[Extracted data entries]
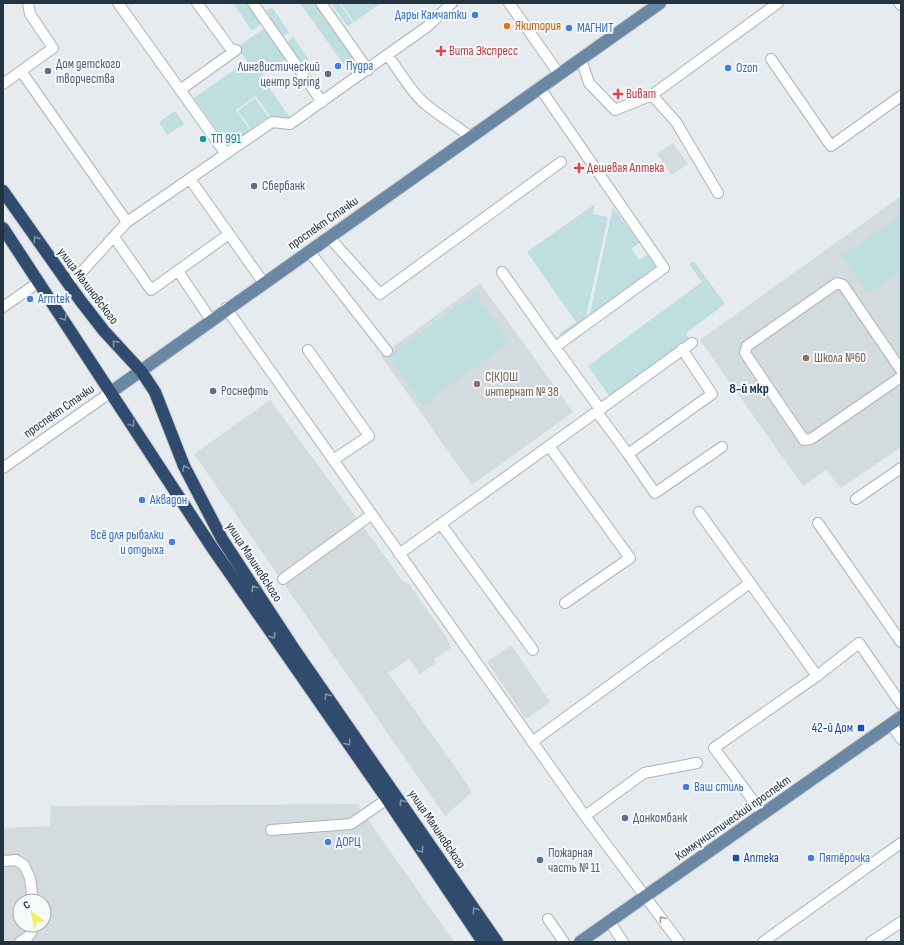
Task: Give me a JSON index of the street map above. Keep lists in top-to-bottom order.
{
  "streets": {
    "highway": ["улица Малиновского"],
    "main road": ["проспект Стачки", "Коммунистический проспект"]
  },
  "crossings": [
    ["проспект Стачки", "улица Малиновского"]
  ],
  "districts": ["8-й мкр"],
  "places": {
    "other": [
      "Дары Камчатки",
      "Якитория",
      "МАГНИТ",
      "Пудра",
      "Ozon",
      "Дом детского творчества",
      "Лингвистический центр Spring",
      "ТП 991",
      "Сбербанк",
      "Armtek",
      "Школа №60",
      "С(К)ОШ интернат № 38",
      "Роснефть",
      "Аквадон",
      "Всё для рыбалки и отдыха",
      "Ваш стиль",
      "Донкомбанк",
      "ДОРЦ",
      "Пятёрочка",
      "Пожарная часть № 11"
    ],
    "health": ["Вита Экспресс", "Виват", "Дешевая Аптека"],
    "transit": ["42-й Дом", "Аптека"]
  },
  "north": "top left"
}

**What you will do:**
Would you give the records again exactly, dropping the pictures?

**Answer box:**
Task: Give me a JSON index of the street map above. Keep lists in top-to-bottom order.
{
  "streets": {
    "highway": ["улица Малиновского"],
    "main road": ["проспект Стачки", "Коммунистический проспект"]
  },
  "crossings": [
    ["проспект Стачки", "улица Малиновского"]
  ],
  "districts": ["8-й мкр"],
  "places": {
    "other": [
      "Дары Камчатки",
      "Якитория",
      "МАГНИТ",
      "Пудра",
      "Ozon",
      "Дом детского творчества",
      "Лингвистический центр Spring",
      "ТП 991",
      "Сбербанк",
      "Armtek",
      "Школа №60",
      "С(К)ОШ интернат № 38",
      "Роснефть",
      "Аквадон",
      "Всё для рыбалки и отдыха",
      "Ваш стиль",
      "Донкомбанк",
      "ДОРЦ",
      "Пятёрочка",
      "Пожарная часть № 11"
    ],
    "health": ["Вита Экспресс", "Виват", "Дешевая Аптека"],
    "transit": ["42-й Дом", "Аптека"]
  },
  "north": "top left"
}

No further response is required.